=== PROBLEM REQUIREMENTS ===
What is needed is an exact copy of every entry below, minus the images.

Items from a data source
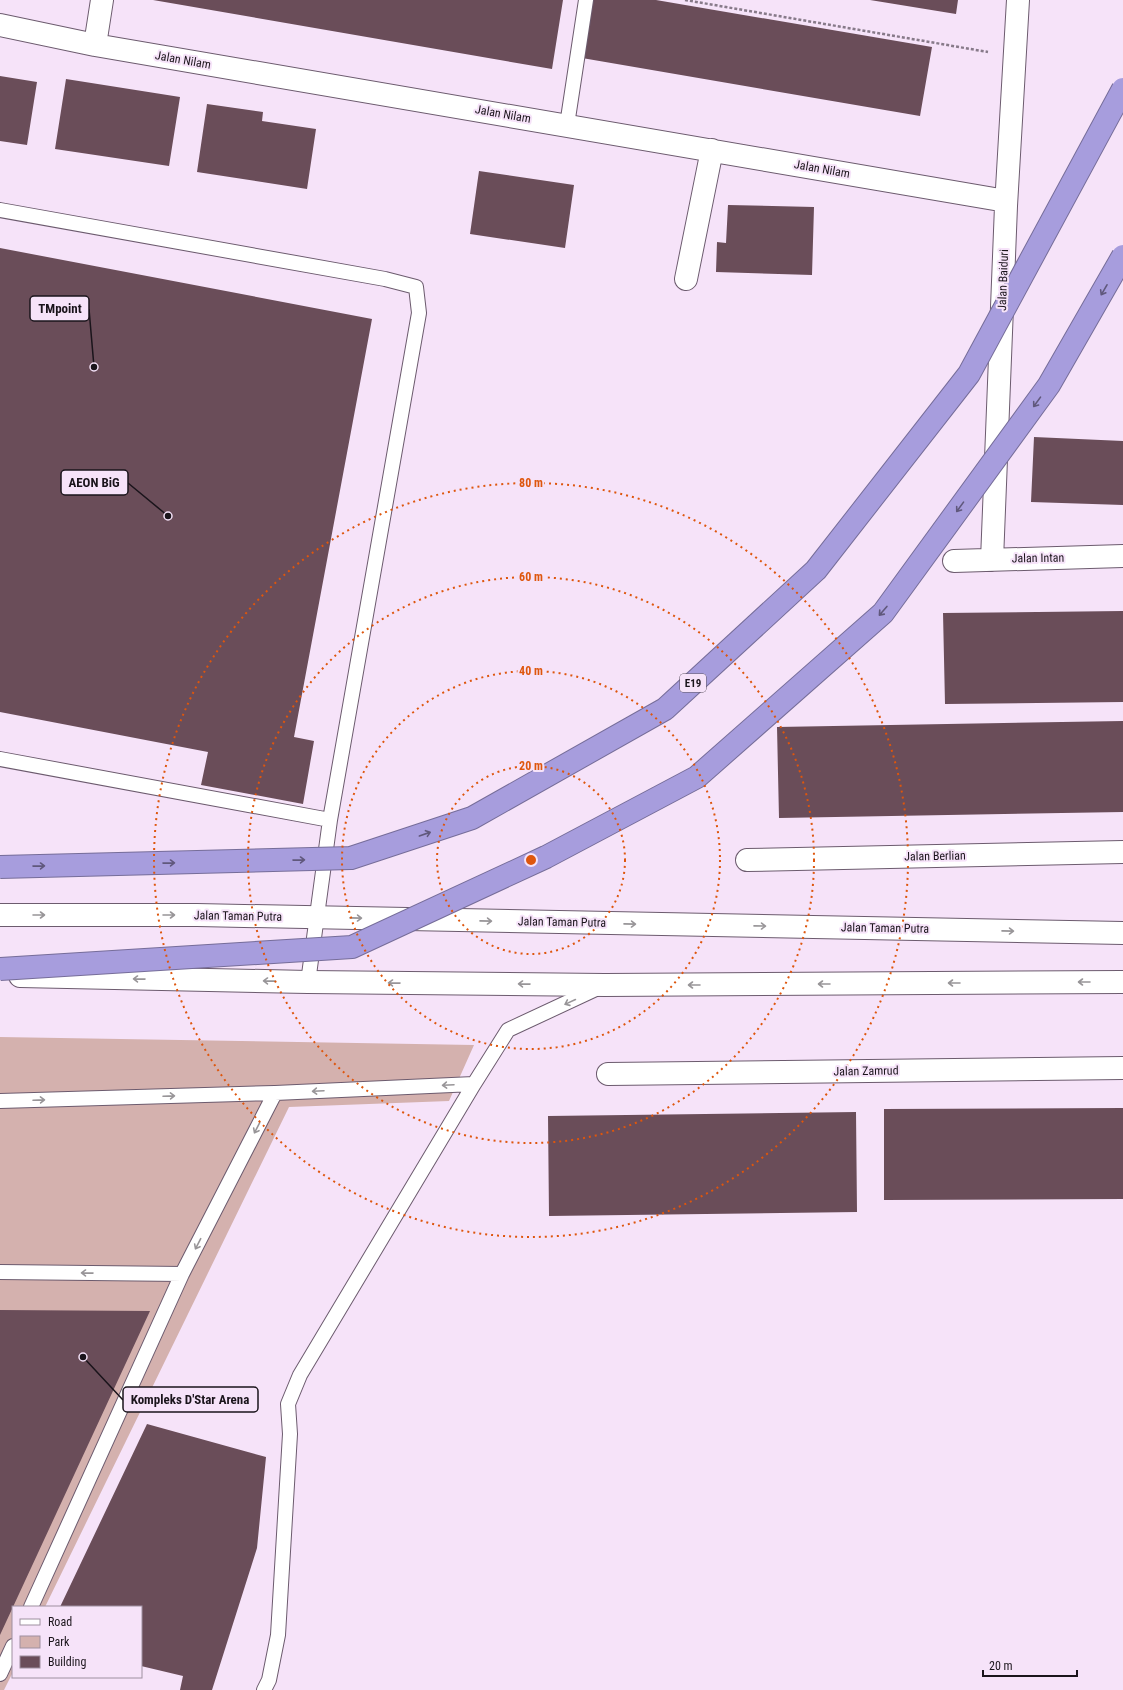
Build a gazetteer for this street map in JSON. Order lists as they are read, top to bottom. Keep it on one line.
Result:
{"streets":{"highway":["E19"],"street":["Jalan Nilam","Jalan Baiduri","Jalan Intan","Jalan Berlian","Jalan Taman Putra","Jalan Zamrud"]},"crossings":[["Jalan Nilam","Jalan Baiduri"],["Jalan Baiduri","Jalan Intan"]],"places":["TMpoint","AEON BiG","Kompleks D'Star Arena"],"legend":["Road","Park","Building"],"scale_bar":"20 m","rings":["80 m","60 m","40 m","20 m"]}
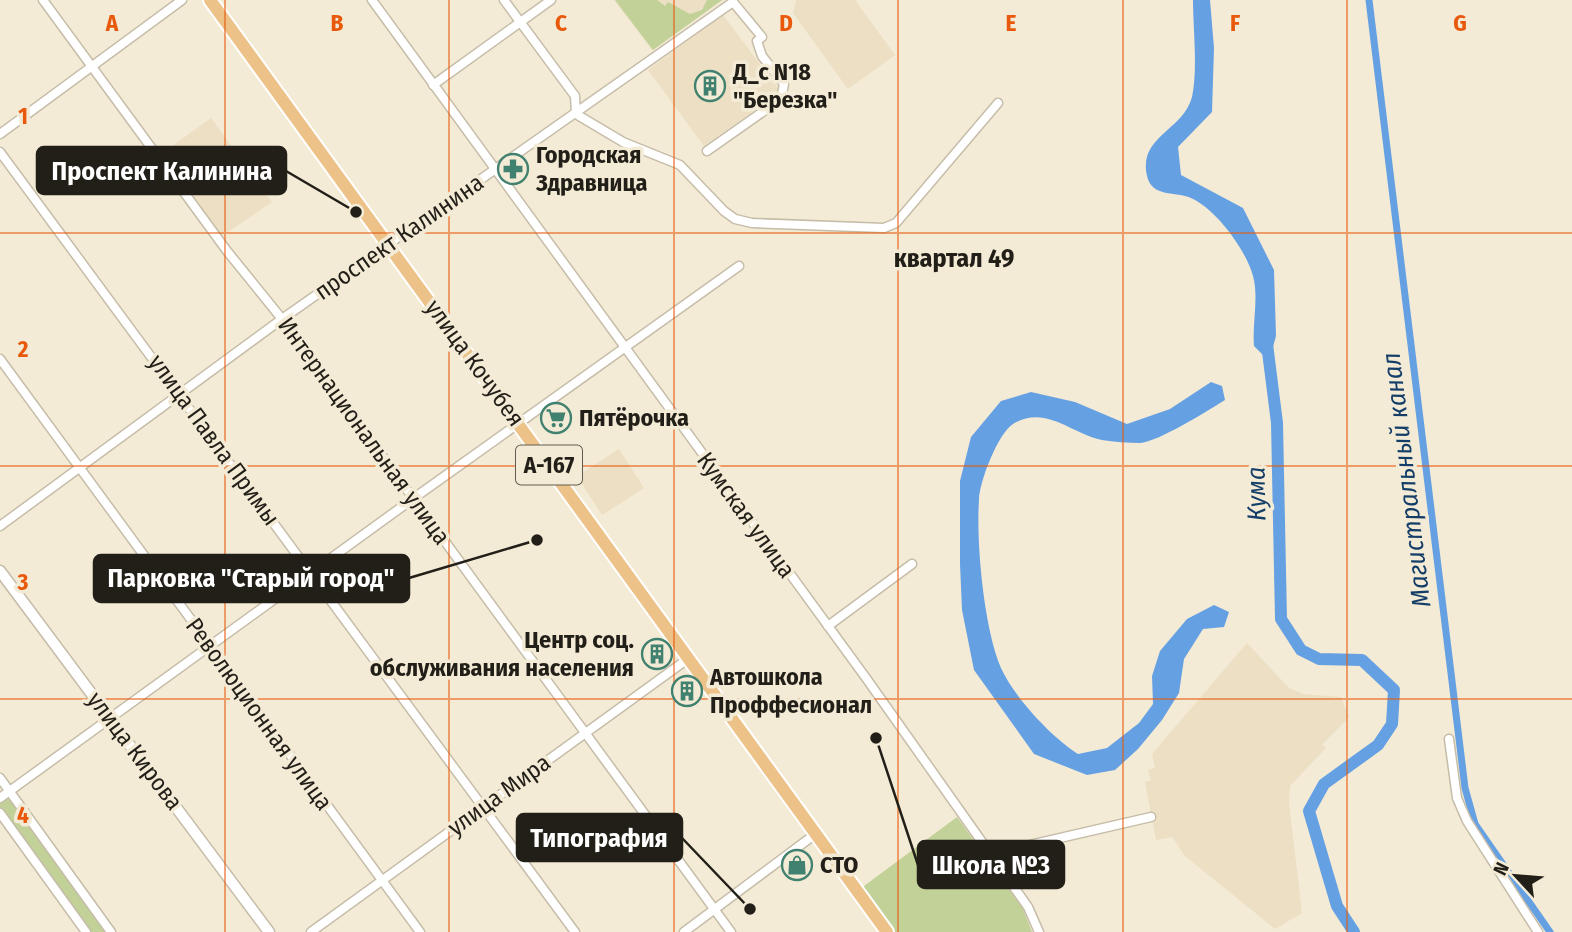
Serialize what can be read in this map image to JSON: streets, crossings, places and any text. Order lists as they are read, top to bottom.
{
  "streets": {
    "main road": ["улица Кочубея", "А-167"],
    "street": [
      "проспект Калинина",
      "Интернациональная улица",
      "улица Павла Примы",
      "Кумская улица",
      "Революционная улица",
      "улица Кирова",
      "улица Мира"
    ]
  },
  "crossings": [
    ["проспект Калинина", "улица Кочубея"],
    ["проспект Калинина", "Интернациональная улица"],
    ["проспект Калинина", "улица Павла Примы"],
    ["проспект Калинина", "Кумская улица"],
    ["проспект Калинина", "Революционная улица"],
    ["улица Кочубея", "улица Мира"],
    ["Интернациональная улица", "улица Мира"],
    ["улица Павла Примы", "улица Мира"],
    ["Революционная улица", "улица Мира"]
  ],
  "districts": ["квартал 49"],
  "water": ["Магистральный канал", "Кума"],
  "places": {
    "building": ["Д_с N18 \"Березка\"", "Центр соц. обслуживания населения", "Автошкола Проффесионал"],
    "pharmacy": ["Городская Здравница"],
    "other": [
      "Проспект Калинина",
      "Парковка \"Старый город\"",
      "Школа №3",
      "Типография"
    ],
    "supermarket": ["Пятёрочка"],
    "shop": ["СТО"]
  },
  "north": "top left",
  "grid": {
    "columns": [
      "A",
      "B",
      "C",
      "D",
      "E",
      "F",
      "G"
    ],
    "rows": [
      "1",
      "2",
      "3",
      "4"
    ]
  }
}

=== ANSWER ===
Build a gazetteer for this street map in JSON. Order lists as they are read, top to bottom. Keep it on one line.
Result:
{"streets":{"highway":["E19"],"street":["Jalan Nilam","Jalan Baiduri","Jalan Intan","Jalan Berlian","Jalan Taman Putra","Jalan Zamrud"]},"crossings":[["Jalan Nilam","Jalan Baiduri"],["Jalan Baiduri","Jalan Intan"]],"places":["TMpoint","AEON BiG","Kompleks D'Star Arena"],"legend":["Road","Park","Building"],"scale_bar":"20 m","rings":["80 m","60 m","40 m","20 m"]}
Serialize what can be read in this map image to JSON: streets, crossings, places and any text. Order lists as they are read, top to bottom.
{
  "streets": {
    "main road": ["улица Кочубея", "А-167"],
    "street": [
      "проспект Калинина",
      "Интернациональная улица",
      "улица Павла Примы",
      "Кумская улица",
      "Революционная улица",
      "улица Кирова",
      "улица Мира"
    ]
  },
  "crossings": [
    ["проспект Калинина", "улица Кочубея"],
    ["проспект Калинина", "Интернациональная улица"],
    ["проспект Калинина", "улица Павла Примы"],
    ["проспект Калинина", "Кумская улица"],
    ["проспект Калинина", "Революционная улица"],
    ["улица Кочубея", "улица Мира"],
    ["Интернациональная улица", "улица Мира"],
    ["улица Павла Примы", "улица Мира"],
    ["Революционная улица", "улица Мира"]
  ],
  "districts": ["квартал 49"],
  "water": ["Магистральный канал", "Кума"],
  "places": {
    "building": ["Д_с N18 \"Березка\"", "Центр соц. обслуживания населения", "Автошкола Проффесионал"],
    "pharmacy": ["Городская Здравница"],
    "other": [
      "Проспект Калинина",
      "Парковка \"Старый город\"",
      "Школа №3",
      "Типография"
    ],
    "supermarket": ["Пятёрочка"],
    "shop": ["СТО"]
  },
  "north": "top left",
  "grid": {
    "columns": [
      "A",
      "B",
      "C",
      "D",
      "E",
      "F",
      "G"
    ],
    "rows": [
      "1",
      "2",
      "3",
      "4"
    ]
  }
}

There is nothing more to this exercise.